Your task: In the records that follow, count the lines where the string "inset" appears, and give the count with nothing added.

○ ○ ○ ○

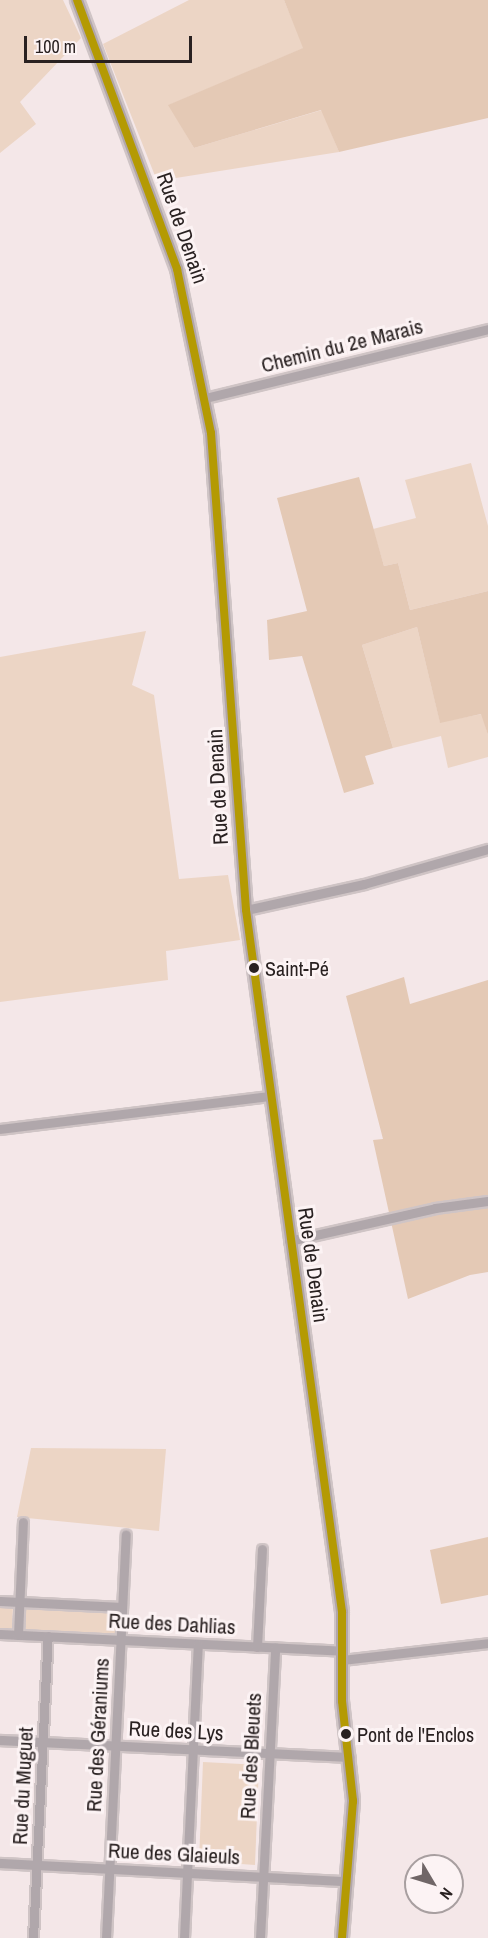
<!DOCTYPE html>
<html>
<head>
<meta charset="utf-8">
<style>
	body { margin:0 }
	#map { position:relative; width:488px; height:1938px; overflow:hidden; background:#f4e7e8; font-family:"Archivo Narrow",sans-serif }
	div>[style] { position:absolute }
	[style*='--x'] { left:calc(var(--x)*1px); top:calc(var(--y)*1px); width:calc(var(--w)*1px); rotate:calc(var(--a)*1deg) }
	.green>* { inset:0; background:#ecd5c5 }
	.forest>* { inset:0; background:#e4c9b5 }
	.roads { filter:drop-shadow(2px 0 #cfc4c5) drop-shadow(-2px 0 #cfc4c5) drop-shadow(0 2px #cfc4c5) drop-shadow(0 -2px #cfc4c5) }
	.street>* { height:9px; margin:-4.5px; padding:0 4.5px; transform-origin:4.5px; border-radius:4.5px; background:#b0a7ab }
	.secondary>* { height:12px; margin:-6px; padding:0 6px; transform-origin:6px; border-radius:6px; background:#b1a6aa }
	.bus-1>* { height:8px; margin:-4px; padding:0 4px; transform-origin:4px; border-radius:4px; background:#b49a03 }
	.dots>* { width:16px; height:16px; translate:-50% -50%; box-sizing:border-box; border:3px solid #fcf3f4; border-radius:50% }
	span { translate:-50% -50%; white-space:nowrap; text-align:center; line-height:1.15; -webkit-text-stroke:6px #fcf3f4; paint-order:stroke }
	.bus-label { font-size:20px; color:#292121 }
	.left { translate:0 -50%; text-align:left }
	.street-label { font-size:21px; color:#292121 }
	.north { position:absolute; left:404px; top:1854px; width:60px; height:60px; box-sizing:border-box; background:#fcf3f4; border:2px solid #a89fa0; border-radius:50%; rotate:128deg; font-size:16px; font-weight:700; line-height:24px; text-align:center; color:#292121 }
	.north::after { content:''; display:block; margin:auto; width:21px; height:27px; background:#706667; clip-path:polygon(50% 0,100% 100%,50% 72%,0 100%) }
	.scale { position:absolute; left:24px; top:36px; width:168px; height:27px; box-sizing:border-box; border:3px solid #292121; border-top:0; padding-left:8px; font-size:18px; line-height:21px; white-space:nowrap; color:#292121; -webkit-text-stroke:4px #fcf3f4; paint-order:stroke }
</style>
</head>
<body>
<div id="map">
	<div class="green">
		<div style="clip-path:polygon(0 0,63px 0,81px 38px,20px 102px,36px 124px,0 153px)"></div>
		<div style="clip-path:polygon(189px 0,284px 0,304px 48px,169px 105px,194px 148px,322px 110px,339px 152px,157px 181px,103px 44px)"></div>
		<div style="clip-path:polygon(471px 463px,488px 526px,488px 591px,410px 610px,398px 563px,384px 566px,373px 529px,416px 518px,405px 480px)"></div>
		<div style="clip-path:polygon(417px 627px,440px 722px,482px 714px,488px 735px,488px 757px,448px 768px,441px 736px,393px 748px,362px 645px)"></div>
		<div style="clip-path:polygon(146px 631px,132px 685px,154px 695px,179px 879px,228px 875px,240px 940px,166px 951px,168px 980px,0 1002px,0 657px)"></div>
		<div style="clip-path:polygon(31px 1448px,166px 1449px,159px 1531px,17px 1517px)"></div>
		<div style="clip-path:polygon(0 1605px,13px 1606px,12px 1628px,0 1628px)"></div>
		<div style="clip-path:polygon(26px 1607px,116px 1611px,115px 1635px,25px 1630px)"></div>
		<div style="clip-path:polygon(203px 1762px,259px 1765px,255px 1865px,199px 1861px)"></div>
	</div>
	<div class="forest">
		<div style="clip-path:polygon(284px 0,488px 0,488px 118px,339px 152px,321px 110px,194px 148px,168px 105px,303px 48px)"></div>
		<div style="clip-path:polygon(359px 477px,384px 566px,398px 563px,410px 610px,488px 591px,488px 735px,481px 714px,440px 723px,417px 627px,362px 645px,393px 748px,365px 756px,374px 784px,344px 793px,302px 656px,269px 660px,267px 620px,307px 611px,277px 498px)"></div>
		<div style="clip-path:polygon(404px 977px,410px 1004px,488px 980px,488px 1272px,470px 1275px,408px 1299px,373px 1140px,383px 1139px,346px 996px)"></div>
		<div style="clip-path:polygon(488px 1537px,488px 1595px,441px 1604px,430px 1550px)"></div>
	</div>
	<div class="roads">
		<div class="street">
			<div style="--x:205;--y:398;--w:291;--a:-13.7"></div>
			<div style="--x:246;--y:910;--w:121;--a:-12.4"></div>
			<div style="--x:364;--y:884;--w:129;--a:-15.8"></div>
			<div style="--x:0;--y:1129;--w:271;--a:-7"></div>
			<div style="--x:289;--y:1241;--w:150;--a:-12.7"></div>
			<div style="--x:435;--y:1208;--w:53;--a:-7.5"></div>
			<div style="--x:0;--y:1601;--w:122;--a:2.8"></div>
			<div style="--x:0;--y:1634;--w:343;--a:2.8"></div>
			<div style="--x:18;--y:1635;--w:113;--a:-87.5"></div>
			<div style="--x:257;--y:1647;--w:98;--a:-87.1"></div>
			<div style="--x:342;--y:1660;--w:147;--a:-6.6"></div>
			<div style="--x:0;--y:1740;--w:350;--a:2.8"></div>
			<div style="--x:0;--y:1863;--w:347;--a:3"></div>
			<div style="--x:33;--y:1938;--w:302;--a:-87.2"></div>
			<div style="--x:106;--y:1938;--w:404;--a:-87.2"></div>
			<div style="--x:184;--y:1938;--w:294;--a:-87.3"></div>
			<div style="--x:260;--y:1938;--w:291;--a:-87"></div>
		</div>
		<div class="secondary">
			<div style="--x:77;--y:0;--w:287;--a:69.6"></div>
			<div style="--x:177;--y:269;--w:167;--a:78.3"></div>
			<div style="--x:211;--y:433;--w:478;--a:85.8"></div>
			<div style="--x:246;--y:910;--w:709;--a:82.21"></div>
			<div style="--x:342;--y:1612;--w:89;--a:90"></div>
			<div style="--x:342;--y:1701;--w:101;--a:83.7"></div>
			<div style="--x:353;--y:1801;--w:137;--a:94.6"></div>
		</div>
	</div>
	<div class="bus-1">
		<div style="--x:77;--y:0;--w:287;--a:69.6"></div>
		<div style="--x:177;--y:269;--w:167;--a:78.3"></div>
		<div style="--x:211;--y:433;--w:478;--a:85.8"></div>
		<div style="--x:246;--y:910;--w:709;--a:82.21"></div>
		<div style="--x:342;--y:1612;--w:89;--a:90"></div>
		<div style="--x:342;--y:1701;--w:101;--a:83.7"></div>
		<div style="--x:353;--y:1801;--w:137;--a:94.6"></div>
	</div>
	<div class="dots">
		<div style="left:254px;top:968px;background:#292121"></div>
		<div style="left:346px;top:1734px;background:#292121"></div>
	</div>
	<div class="bus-label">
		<span class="left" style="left:265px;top:968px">Saint-Pé</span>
		<span class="left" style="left:357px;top:1734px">Pont de l'Enclos</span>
	</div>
	<div class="street-label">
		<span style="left:182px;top:228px;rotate:71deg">Rue de Denain</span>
		<span style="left:342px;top:346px;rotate:-14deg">Chemin du 2e Marais</span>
		<span style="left:218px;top:787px;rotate:-93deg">Rue de Denain</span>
		<span style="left:313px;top:1265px;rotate:82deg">Rue de Denain</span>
		<span style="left:172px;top:1624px;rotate:3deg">Rue des Dahlias</span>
		<span style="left:176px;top:1731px;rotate:3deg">Rue des Lys</span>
		<span style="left:98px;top:1735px;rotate:-87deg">Rue des Géraniums</span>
		<span style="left:251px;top:1756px;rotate:-87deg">Rue des Bleuets</span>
		<span style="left:23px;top:1786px;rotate:-87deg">Rue du Muguet</span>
		<span style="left:174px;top:1854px;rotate:3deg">Rue des Glaieuls</span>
	</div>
	<div class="north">N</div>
	<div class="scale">100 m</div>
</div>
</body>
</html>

○ ○ ○ ○

Result for this exercise: 2